ACTIVITY:
Search the records for the string "United". Copy each line where it occurs.

=======

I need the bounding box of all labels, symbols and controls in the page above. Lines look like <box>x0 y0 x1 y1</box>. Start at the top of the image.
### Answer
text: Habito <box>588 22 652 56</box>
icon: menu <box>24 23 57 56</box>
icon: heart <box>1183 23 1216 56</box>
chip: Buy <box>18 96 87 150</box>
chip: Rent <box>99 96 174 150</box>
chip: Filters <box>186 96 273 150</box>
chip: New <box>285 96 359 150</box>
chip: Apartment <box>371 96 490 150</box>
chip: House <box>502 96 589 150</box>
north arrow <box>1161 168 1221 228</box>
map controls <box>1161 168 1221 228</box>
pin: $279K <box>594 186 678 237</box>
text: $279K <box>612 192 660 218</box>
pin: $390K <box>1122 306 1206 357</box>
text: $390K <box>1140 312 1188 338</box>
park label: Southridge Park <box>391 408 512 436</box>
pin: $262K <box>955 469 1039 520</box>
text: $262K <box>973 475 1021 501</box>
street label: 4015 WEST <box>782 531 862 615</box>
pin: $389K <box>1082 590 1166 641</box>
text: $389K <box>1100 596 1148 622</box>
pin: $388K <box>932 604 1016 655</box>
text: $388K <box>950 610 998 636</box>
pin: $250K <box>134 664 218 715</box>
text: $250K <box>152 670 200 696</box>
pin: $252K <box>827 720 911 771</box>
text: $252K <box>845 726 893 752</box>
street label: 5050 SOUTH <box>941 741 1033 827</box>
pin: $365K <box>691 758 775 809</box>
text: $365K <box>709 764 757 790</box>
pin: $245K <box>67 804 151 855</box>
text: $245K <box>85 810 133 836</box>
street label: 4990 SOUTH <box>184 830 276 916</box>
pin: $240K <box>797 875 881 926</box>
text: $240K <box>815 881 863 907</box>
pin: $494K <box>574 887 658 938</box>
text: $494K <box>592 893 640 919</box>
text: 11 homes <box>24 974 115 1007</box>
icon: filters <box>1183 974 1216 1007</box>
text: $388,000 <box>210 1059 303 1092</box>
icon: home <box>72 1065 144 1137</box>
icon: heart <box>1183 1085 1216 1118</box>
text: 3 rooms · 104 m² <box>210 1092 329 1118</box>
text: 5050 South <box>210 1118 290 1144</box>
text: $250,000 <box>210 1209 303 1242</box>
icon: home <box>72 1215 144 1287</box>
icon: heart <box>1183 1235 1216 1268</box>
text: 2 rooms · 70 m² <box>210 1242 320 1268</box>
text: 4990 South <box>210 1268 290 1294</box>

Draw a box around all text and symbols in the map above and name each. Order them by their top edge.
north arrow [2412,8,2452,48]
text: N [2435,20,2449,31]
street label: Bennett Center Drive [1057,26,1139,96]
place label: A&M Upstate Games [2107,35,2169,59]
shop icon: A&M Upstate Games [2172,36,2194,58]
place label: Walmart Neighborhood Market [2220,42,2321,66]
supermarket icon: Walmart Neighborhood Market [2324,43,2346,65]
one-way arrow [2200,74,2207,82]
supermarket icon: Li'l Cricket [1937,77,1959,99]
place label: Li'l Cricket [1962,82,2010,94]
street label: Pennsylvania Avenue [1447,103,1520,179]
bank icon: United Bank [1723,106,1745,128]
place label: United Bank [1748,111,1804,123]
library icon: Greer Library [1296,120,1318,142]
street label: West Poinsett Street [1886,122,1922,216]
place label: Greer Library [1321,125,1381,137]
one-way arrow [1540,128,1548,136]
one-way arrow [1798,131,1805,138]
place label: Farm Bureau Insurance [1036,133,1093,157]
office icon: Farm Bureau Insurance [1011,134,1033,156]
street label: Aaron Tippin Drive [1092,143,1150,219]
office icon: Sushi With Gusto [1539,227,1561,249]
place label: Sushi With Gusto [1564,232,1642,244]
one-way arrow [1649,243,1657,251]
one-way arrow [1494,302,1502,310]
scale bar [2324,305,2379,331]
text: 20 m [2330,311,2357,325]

=======

ANSWER:
bank icon: United Bank [1723,106,1745,128]
place label: United Bank [1748,111,1804,123]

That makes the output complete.